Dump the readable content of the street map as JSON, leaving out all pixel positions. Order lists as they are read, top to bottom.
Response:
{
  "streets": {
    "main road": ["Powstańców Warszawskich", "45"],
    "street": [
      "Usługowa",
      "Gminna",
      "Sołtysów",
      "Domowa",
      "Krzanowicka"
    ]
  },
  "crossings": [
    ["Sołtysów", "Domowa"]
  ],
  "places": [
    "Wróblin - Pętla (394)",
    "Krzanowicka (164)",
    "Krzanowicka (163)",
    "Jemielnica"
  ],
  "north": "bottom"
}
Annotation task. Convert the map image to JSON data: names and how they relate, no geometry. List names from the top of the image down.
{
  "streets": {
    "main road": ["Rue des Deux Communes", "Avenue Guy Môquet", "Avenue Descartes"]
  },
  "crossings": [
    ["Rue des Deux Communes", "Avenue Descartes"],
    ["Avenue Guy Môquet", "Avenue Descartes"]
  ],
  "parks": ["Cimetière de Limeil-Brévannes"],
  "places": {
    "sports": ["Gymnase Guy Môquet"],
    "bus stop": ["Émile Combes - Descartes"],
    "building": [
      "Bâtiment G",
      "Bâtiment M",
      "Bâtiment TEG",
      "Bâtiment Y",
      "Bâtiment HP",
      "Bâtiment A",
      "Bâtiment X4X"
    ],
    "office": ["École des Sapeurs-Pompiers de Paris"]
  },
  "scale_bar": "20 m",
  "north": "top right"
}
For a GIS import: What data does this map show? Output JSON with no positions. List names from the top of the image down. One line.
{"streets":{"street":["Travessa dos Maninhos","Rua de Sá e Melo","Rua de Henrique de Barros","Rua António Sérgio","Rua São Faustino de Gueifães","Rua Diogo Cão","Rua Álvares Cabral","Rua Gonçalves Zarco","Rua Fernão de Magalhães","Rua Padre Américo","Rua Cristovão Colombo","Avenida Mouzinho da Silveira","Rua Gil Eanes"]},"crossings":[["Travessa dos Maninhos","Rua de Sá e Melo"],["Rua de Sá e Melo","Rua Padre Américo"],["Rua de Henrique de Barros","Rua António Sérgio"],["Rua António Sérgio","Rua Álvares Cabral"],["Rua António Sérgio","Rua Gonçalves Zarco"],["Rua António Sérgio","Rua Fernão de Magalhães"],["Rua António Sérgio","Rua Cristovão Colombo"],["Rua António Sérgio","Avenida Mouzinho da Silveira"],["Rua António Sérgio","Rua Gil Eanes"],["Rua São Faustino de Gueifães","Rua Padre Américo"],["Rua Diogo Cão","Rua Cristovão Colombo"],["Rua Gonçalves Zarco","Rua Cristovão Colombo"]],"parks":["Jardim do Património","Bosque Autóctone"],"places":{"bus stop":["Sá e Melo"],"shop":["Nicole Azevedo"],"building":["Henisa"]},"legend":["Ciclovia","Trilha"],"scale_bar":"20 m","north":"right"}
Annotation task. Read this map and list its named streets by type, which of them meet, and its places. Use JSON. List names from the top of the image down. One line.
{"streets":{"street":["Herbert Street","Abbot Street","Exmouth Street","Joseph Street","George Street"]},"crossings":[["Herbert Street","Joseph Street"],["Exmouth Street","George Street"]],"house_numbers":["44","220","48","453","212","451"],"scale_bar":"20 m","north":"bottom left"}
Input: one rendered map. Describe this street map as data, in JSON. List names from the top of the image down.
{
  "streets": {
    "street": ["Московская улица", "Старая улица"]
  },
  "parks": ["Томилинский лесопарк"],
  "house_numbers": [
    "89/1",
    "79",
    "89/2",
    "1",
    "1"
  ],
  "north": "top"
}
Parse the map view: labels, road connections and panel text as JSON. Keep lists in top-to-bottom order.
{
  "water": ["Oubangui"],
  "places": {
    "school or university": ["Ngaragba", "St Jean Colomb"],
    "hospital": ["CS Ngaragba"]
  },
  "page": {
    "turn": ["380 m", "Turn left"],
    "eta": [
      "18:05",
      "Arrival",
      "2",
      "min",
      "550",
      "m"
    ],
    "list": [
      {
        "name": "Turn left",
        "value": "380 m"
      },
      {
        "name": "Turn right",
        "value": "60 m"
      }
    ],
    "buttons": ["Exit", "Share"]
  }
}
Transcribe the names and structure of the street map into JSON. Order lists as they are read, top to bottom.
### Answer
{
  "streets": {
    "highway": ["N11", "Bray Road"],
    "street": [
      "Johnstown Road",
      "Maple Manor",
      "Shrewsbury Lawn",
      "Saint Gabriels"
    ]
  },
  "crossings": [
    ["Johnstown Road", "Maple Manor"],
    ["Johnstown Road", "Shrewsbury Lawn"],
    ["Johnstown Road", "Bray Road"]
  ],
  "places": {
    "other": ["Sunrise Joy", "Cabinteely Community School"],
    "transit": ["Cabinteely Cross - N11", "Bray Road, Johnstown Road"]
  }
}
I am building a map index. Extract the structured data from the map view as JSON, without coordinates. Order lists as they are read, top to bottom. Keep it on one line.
^^^^^^^^
Aim of the exercise: Repeat, exactly, every line from the one containing "Transcribe the names" through the final line of the listing above, adding nothing.

Exercise answer:
Transcribe the names and structure of the street map into JSON. Order lists as they are read, top to bottom.
### Answer
{
  "streets": {
    "highway": ["N11", "Bray Road"],
    "street": [
      "Johnstown Road",
      "Maple Manor",
      "Shrewsbury Lawn",
      "Saint Gabriels"
    ]
  },
  "crossings": [
    ["Johnstown Road", "Maple Manor"],
    ["Johnstown Road", "Shrewsbury Lawn"],
    ["Johnstown Road", "Bray Road"]
  ],
  "places": {
    "other": ["Sunrise Joy", "Cabinteely Community School"],
    "transit": ["Cabinteely Cross - N11", "Bray Road, Johnstown Road"]
  }
}
I am building a map index. Extract the structured data from the map view as JSON, without coordinates. Order lists as they are read, top to bottom. Keep it on one line.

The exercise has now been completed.